“Windows 7 and Mac OS X 10.6 Snow Leopard aren’t [really] competing directly; instead, each is part of competitive strategy to either grow the Mac user base at Microsoft’s expense, as Apple has been doing, or in Microsoft’s case, to stop the hemorrhaging market share losses and reclaim leadership of desktop operating system development,” Prince McLean writes for AppleInsider.
MacDailyNews Take: Reclaim? Depends on how you define “desktop operating system development,” we guess, but Apple’s lead in ease-of-use and reliability (especially for those of us who were once intimately acquainted with rebuilding the desktop and managing extensions) has never been approached by Microsoft at any time. Windows has always been an insecure, upside-down and backwards Apple Mac knockoff. And that will remain the case with Windows Vista SP3, uh… “Windows 7.”
McLean continues, “Microsoft’s goal with Windows 7 is to lift Vista’s derailed train and put it back on the tracks. Windows 7 itself is internally called Windows 6.1, essentially Vista Service Pack 2 (Microsoft is also preparing a scaled down Vista SP2 for delivery shortly before Windows 7 is released). Microsoft’s executives have made no secret of the fact that Windows 7 is an incremental improvement to Windows Vista, with CEO Steve Ballmer calling it ‘Windows Vista, a lot better,’ and saying, ‘Windows 7 is Windows Vista with cleanup in user interface [and] improvements in performance.’”

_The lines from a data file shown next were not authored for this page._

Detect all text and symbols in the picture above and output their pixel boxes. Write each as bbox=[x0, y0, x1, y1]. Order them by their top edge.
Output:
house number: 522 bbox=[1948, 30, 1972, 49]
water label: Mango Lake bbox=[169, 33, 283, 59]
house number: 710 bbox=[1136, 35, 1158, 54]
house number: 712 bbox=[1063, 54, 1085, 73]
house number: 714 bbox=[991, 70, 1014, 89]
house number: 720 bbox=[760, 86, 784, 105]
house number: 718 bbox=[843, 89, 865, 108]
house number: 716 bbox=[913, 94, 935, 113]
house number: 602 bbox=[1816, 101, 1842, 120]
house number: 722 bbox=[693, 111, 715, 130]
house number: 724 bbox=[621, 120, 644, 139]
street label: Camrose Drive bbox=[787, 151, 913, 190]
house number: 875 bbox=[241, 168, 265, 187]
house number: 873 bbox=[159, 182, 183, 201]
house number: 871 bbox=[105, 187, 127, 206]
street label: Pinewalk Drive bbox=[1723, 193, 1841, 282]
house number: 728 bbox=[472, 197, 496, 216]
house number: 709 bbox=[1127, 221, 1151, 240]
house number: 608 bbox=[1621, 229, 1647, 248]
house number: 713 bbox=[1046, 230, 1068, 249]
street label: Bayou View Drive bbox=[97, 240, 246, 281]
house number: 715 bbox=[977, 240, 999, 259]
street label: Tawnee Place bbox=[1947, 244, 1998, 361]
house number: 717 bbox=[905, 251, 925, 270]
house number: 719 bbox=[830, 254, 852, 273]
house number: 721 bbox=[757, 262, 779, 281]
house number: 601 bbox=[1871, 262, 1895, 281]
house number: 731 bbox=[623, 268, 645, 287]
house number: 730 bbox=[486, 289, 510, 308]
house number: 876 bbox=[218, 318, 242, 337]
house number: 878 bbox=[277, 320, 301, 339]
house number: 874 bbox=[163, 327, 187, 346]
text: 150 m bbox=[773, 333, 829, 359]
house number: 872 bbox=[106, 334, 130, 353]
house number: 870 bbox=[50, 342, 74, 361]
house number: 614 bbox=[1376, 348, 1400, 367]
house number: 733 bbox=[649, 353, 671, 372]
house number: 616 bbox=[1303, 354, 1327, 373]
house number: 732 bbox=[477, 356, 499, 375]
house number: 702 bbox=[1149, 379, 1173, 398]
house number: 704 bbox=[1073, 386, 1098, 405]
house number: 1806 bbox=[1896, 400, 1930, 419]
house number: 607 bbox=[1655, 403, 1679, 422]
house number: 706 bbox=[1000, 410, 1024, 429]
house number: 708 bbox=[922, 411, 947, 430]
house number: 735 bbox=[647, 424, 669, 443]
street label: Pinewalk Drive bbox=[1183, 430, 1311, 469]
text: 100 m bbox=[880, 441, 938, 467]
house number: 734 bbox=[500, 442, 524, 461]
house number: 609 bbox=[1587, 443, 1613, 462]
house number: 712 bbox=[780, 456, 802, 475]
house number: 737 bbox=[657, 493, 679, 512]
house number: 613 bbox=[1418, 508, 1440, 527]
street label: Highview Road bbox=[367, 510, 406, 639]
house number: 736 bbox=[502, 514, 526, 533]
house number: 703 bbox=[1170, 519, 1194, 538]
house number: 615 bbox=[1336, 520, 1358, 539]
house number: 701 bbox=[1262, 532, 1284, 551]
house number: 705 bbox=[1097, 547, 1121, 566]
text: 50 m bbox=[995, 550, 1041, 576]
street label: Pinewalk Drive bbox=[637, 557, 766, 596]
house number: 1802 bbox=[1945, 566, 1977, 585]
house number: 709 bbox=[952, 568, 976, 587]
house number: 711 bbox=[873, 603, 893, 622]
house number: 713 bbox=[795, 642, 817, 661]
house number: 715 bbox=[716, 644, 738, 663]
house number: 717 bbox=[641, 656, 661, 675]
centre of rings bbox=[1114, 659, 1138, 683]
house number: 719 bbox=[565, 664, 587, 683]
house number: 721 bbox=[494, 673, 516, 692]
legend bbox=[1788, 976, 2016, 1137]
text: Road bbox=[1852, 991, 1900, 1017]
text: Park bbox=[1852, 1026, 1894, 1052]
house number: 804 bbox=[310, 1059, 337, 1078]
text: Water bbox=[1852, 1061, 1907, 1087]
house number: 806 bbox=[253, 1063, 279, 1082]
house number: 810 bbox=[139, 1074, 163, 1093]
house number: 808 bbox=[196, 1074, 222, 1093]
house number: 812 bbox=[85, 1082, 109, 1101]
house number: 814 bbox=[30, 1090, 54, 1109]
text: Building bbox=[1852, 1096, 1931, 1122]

“To impress downloaders of the Windows 7 public beta, Microsoft has numbered the release 7000.0. It also refers to Windows 7 as a monumental release, and of course, the ‘best Windows ever,’” McLean writes.
“Before Microsoft had released any real details on the new operating system, some fan sites initially described Windows 7 as being ‘completely rewritten from the ground up,’thinking that a massive rewrite was exactly what Microsoft needed to get around the problems associated with Vista,” McLean writes. “However, an actual rewrite would really just create massive new compatibility problems, just as the company discovered during the years of development delays that plagued Longhorn and Vista. It would also take a very long time, and time isn’t on Microsoft’s side.”